Impulse-response coefficients (that represent a differentiation)

Quote:

These weighted-impulse-response $\displaystyle h$ coefficients (should) represent a differentiator:

$\displaystyle h = \frac{1}{3}(-1, -2, 0, 2, 1)$

**If $\displaystyle x[n]$ is the input sample, what is then the output $\displaystyle y[n]$? **

Is it this: $\displaystyle y[n] = \frac{1}{3}\big(-x[n-4] - 2x[n-3] + x[n-1] + 2x[n]\big)$ ? (Wondering)

Thank you.

Re: Impulse-response coefficients (that represent a differentiation)

courteous wrote...

... these weighted impulse response h coefficients should represent a differentiator:

$\displaystyle h= \frac{1}{3}\ (-1,-2,0,1,2)$

A differentiator has typically *linear phase* and that means that its impulse response must be *antysimmetrical*, so that [probably] the impulse response is...

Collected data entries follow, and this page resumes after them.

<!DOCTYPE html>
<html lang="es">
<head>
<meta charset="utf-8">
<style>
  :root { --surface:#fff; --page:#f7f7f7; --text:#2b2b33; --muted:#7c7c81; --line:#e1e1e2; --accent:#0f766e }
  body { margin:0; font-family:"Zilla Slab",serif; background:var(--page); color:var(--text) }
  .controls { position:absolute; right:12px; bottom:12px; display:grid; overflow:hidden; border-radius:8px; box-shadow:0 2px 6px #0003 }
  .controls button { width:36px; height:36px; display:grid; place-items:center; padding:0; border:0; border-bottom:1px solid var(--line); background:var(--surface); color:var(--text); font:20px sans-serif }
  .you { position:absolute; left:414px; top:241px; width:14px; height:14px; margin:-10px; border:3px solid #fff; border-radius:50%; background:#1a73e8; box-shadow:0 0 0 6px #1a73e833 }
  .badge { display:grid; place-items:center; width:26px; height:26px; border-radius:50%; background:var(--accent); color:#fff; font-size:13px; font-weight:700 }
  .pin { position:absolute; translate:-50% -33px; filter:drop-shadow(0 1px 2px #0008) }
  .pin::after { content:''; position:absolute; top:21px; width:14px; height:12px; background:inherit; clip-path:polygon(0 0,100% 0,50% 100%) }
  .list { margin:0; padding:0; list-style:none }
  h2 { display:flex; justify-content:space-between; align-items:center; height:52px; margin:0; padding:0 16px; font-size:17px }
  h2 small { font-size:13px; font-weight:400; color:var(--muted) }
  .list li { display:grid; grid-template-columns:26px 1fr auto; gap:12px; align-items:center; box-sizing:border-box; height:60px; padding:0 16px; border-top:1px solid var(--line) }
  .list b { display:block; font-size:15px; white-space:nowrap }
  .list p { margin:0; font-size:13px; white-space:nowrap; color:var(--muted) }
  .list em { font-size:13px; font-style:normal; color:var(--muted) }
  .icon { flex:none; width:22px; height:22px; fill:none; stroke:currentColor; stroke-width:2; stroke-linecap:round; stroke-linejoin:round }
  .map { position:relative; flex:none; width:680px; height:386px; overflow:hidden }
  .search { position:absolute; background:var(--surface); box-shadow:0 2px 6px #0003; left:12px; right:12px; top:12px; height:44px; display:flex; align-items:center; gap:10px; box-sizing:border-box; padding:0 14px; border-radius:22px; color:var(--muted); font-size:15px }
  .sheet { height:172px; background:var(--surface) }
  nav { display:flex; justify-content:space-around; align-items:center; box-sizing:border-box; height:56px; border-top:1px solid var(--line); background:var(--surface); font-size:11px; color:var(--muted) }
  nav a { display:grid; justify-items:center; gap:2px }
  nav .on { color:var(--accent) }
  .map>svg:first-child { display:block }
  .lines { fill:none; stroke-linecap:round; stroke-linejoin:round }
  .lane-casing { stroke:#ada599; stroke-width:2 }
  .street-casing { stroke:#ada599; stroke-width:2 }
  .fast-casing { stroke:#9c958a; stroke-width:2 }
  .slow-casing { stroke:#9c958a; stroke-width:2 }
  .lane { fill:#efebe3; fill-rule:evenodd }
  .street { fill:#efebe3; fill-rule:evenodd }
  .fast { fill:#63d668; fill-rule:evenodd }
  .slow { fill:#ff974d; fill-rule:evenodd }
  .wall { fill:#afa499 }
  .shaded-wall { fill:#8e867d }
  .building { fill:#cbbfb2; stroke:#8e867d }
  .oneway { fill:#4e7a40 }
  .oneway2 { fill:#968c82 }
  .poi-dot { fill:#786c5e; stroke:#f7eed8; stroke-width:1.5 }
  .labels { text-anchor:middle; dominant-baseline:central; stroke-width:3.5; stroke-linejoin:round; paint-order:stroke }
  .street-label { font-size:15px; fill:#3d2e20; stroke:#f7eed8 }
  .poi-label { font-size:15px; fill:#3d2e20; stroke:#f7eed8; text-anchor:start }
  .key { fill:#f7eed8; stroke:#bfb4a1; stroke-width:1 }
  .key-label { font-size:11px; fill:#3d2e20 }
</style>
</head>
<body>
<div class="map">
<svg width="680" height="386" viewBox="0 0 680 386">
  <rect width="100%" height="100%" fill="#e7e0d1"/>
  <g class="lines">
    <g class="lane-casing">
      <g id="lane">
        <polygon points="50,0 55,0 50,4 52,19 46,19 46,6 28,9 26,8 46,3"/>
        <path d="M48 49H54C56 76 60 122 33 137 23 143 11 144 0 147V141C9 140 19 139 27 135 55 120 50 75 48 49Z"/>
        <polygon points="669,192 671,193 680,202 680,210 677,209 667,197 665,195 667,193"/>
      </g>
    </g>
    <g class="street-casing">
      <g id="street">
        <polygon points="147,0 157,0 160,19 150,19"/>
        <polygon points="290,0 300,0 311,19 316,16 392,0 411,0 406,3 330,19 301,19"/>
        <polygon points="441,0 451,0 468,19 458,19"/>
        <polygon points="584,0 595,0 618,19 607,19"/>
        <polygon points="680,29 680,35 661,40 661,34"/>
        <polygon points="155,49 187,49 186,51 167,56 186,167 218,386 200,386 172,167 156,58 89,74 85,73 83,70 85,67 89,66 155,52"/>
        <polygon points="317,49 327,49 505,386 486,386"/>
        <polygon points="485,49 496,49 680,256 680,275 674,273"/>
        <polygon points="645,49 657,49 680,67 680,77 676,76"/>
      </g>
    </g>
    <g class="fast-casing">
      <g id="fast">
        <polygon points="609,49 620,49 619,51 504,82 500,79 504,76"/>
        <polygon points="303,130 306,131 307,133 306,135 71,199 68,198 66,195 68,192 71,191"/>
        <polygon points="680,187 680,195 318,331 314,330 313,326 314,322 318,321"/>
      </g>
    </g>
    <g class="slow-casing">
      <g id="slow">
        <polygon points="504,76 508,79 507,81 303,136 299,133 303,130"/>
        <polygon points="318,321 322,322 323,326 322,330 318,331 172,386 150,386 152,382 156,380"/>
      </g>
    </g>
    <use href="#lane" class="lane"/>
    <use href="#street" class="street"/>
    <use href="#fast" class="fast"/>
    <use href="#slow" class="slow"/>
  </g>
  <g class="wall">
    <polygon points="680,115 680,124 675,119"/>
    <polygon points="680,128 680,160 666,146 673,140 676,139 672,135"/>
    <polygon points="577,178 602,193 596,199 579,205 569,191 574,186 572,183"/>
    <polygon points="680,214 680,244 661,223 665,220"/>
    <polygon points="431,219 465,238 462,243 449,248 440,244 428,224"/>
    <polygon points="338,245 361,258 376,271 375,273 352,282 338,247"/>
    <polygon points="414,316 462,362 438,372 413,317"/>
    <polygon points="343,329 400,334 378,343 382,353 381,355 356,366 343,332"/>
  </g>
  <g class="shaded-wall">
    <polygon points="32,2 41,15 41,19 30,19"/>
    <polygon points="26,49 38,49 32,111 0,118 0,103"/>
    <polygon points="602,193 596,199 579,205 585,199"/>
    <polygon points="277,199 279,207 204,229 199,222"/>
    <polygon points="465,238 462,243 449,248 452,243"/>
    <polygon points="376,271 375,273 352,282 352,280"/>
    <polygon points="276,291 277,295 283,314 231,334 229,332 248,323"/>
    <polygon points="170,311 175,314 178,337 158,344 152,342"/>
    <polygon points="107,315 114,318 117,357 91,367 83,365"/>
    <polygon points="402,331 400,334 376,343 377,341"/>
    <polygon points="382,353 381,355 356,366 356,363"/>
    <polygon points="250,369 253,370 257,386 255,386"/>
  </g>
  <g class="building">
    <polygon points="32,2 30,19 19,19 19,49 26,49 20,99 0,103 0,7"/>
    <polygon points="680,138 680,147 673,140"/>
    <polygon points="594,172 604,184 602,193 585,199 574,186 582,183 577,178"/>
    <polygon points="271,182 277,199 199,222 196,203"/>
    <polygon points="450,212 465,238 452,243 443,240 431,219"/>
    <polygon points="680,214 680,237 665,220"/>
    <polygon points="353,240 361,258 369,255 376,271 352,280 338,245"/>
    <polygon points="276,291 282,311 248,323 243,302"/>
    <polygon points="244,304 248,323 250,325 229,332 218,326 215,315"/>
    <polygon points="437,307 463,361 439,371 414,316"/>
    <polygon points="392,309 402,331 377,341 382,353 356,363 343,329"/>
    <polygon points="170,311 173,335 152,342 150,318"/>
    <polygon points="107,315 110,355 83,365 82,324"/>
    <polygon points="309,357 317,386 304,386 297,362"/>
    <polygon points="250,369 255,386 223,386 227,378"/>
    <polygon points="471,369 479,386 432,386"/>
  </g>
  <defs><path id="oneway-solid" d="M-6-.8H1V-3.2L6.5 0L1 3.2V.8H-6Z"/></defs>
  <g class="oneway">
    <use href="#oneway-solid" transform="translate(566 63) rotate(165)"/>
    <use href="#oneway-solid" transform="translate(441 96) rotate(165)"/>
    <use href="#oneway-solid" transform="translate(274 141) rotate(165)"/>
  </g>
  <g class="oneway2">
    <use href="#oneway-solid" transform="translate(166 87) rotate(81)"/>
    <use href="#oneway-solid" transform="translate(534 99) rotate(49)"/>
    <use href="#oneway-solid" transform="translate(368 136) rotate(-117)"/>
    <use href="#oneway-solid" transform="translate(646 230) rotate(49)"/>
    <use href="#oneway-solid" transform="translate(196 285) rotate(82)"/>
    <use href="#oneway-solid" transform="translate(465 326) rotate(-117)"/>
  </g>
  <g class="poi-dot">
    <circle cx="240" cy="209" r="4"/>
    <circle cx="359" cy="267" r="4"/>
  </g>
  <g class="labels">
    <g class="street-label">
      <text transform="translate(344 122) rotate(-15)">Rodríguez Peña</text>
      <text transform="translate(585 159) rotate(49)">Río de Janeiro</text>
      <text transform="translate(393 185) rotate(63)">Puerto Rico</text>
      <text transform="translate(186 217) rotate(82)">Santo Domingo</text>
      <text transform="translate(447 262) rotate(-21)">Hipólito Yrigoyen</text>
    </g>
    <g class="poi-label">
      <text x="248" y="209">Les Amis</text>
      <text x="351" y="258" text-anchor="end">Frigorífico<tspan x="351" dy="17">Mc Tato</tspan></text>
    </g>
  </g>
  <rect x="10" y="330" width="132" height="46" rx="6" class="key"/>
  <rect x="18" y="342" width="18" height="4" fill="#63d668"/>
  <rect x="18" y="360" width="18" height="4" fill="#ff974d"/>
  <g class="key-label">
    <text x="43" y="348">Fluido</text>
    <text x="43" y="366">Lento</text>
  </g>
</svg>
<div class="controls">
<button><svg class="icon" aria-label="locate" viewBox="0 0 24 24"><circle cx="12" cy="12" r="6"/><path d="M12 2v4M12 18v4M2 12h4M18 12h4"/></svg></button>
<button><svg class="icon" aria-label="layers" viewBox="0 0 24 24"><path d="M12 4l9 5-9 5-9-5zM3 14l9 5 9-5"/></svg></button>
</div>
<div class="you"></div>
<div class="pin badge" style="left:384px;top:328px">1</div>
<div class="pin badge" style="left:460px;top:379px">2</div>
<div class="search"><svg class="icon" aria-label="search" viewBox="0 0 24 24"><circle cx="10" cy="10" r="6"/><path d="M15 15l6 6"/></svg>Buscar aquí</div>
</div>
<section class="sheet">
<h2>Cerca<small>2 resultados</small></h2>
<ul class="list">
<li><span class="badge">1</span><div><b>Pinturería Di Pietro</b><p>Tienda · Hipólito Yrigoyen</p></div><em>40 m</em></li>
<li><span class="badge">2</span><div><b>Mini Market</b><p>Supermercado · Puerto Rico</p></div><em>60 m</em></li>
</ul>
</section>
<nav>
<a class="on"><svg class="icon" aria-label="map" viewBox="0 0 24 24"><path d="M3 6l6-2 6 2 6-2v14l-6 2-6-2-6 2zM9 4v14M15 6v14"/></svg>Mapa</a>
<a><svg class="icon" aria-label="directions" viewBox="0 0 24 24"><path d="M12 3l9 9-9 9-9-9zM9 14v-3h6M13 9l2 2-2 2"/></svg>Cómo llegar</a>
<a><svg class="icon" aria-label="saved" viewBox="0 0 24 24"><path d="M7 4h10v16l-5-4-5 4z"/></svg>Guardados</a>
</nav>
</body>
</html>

$\displaystyle h= \frac{1}{3}\ (-1,-2,0,2,1)$

Kind regards

$\displaystyle \chi$ $\displaystyle \sigma$

Re: Impulse-response coefficients (that represent a differentiation)

chisigma, you're (of course) correct ... that was a typo (fixed it in OP)

Can you help me out?

Re: Impulse-response coefficients (that represent a differentiation)

The response to an imput sequence x(n) is...

$\displaystyle y(n)= \sum_{k=0}^{4} h(k)\ x(n-k) = \frac{1}{3}\ \{- x(n) -2\ x(n-1) +2\ x(n-3) + x(n-4)\} $ (1)

Kind regards

$\displaystyle \chi$ $\displaystyle \sigma$

Re: Impulse-response coefficients (that represent a differentiation)

Thank you! What is the (1) thing at the end? Just a reference mistakenly copied along?